Tony Reis: “Estamos sempre afirmando que o teatro é muito importante. É um ato político ir ao teatro”

Genilson Coutinho,
22/07/2024 | 11h07
Tony Reis_Foto_@jendoca

Astral sereno, sorriso no rosto e jeito brincalhão. É assim que o ator baiano Tony Reis vai contando sua história. Depois de tanto tempo de estrada, ele ainda se emociona ao ter a oportunidade de apresentar seu novo espetáculo em Salvador, sob os olhos de familiares e amigos que o viram crescer. 

Artista da periferia de Salvador, Tony é uma das figuras mais presentes no Teatro Oficina, um dos principais de São Paulo. Mas se engana quem pensa que o destino reservou uma estrada sem buracos e desvios ao longo dessa história. Em um clássico caso de “era pra ser”, o ator tinha uma veia artística pulsante. “Nunca foi sorte, sempre foi macumba. A gente sempre se prepara espiritualmente para tudo, né”, diz em tom brincalhão.

Ele se aventurou pela publicidade, gravou comerciais – gostava, mas ainda não era o que queria. “Eu quero entender mais o que é essa arte de interpretar. Eu fazia muitos comerciais, e isso me despertou a vontade de procurar um curso de teatro”, comenta.

Por pura sorte, por macumba ou por obra do destino, quando o elenco e produção de Malhação estavam em Salvador para gravar, Tony Reis, já conhecido pelos comerciais, foi convidado para dar uma pontinha na novela. Depois disso, tudo mudou: ele descobriu de vez qual era sua vocação. 

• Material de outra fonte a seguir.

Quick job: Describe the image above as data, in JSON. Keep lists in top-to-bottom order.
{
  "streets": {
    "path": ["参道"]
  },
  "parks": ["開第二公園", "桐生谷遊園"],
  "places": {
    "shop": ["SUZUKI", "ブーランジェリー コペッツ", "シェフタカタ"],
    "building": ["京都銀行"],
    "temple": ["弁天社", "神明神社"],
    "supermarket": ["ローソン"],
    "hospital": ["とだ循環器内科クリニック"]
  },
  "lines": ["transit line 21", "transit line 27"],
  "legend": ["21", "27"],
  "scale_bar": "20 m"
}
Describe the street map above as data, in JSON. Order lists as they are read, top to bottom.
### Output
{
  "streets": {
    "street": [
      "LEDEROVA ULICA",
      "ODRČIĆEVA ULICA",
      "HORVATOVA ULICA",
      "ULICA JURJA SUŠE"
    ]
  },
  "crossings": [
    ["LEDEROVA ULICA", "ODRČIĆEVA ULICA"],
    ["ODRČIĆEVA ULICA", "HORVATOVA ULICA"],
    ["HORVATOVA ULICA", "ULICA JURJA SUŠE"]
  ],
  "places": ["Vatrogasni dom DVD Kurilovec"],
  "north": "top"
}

Por gostar tanto daquela arte de atuar, o ator logo buscou se especializar no assunto. Fez um curso de teatro na Funceb e depois outro no Sesc Casa do Comércio com Ramon Reverendo. Em Salvador, ele trabalhou com o diretor Manoel Lopes e integrou o grupo Psicodélicos. Mas ainda não estava perfeito, sabe? Tony amava atuar, já estava em um grupo, contudo, ser ator na Bahia é difícil, as oportunidades são escassas.

Assim, decidiu se mudar para São Paulo, onde está há 16 anos. Lá fez cursos e mais cursos: formação não faltava. Entre essas especializações, uma importante foi de interpretação para TV e Cinema. De fato Tony atuou em séries e filmes, mas a gente chega nisso daqui a pouco. Na capital paulista, Tony tinha um amigo também ator: Ricardo Bittencourt. Ele integrava o Teatro Oficina, uma das mais longevas companhias de teatro em atividade no Brasil. Ricardo, então, apresentou Tony a um dos mais renomados diretores de teatro do Brasil, José Celso Martinez Corrêa, o Zé Celso.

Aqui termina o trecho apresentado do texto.